● **Instructions to follow**: In the data below, find each line containing the string "Cristália" and return it.

(Collected data)
.....

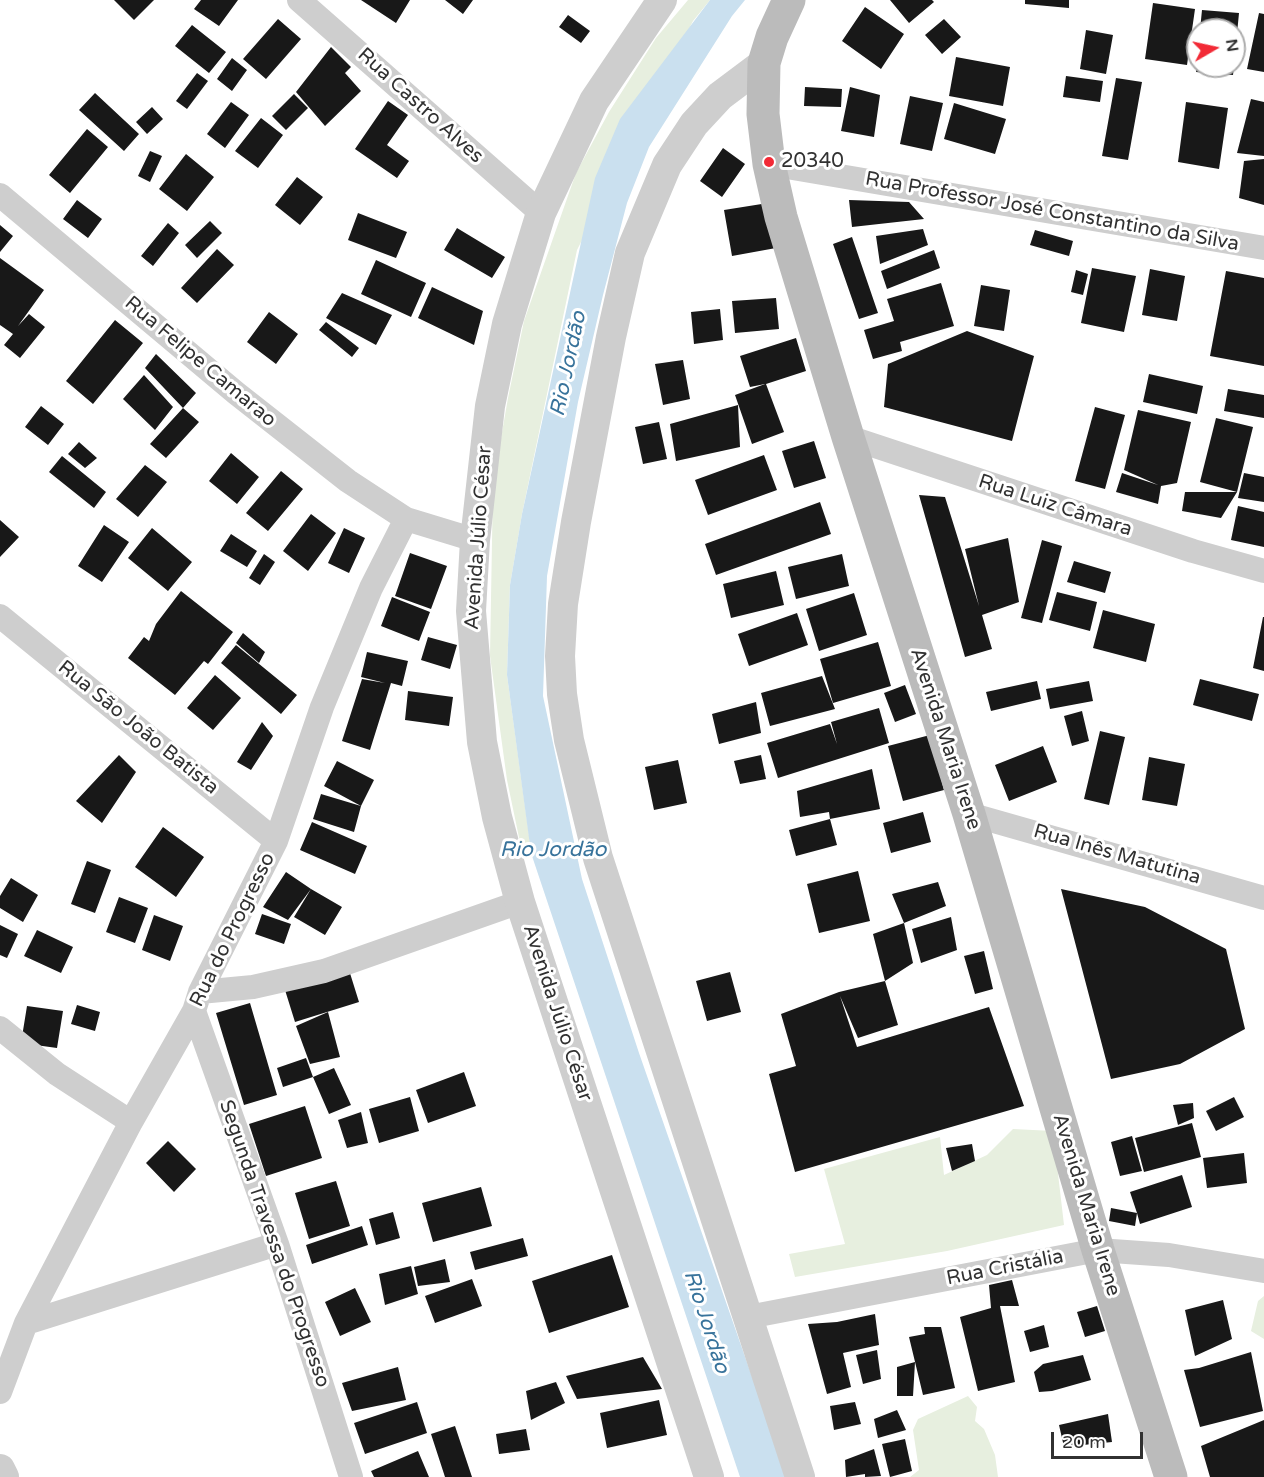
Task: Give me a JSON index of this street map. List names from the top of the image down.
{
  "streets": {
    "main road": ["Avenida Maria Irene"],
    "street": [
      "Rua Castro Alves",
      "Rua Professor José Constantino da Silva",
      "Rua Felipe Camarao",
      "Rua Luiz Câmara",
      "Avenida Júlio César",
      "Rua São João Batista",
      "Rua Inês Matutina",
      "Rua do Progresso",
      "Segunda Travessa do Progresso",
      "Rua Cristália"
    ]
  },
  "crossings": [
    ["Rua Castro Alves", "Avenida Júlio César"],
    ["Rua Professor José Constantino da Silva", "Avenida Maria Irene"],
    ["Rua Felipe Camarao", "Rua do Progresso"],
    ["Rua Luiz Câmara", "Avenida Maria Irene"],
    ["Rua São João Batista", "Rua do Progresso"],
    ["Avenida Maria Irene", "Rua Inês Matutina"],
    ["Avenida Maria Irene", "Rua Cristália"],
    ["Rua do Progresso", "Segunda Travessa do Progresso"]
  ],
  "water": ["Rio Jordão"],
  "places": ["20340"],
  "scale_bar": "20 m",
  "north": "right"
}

.....

● **Task answer**:
      "Rua Cristália"
    ["Avenida Maria Irene", "Rua Cristália"],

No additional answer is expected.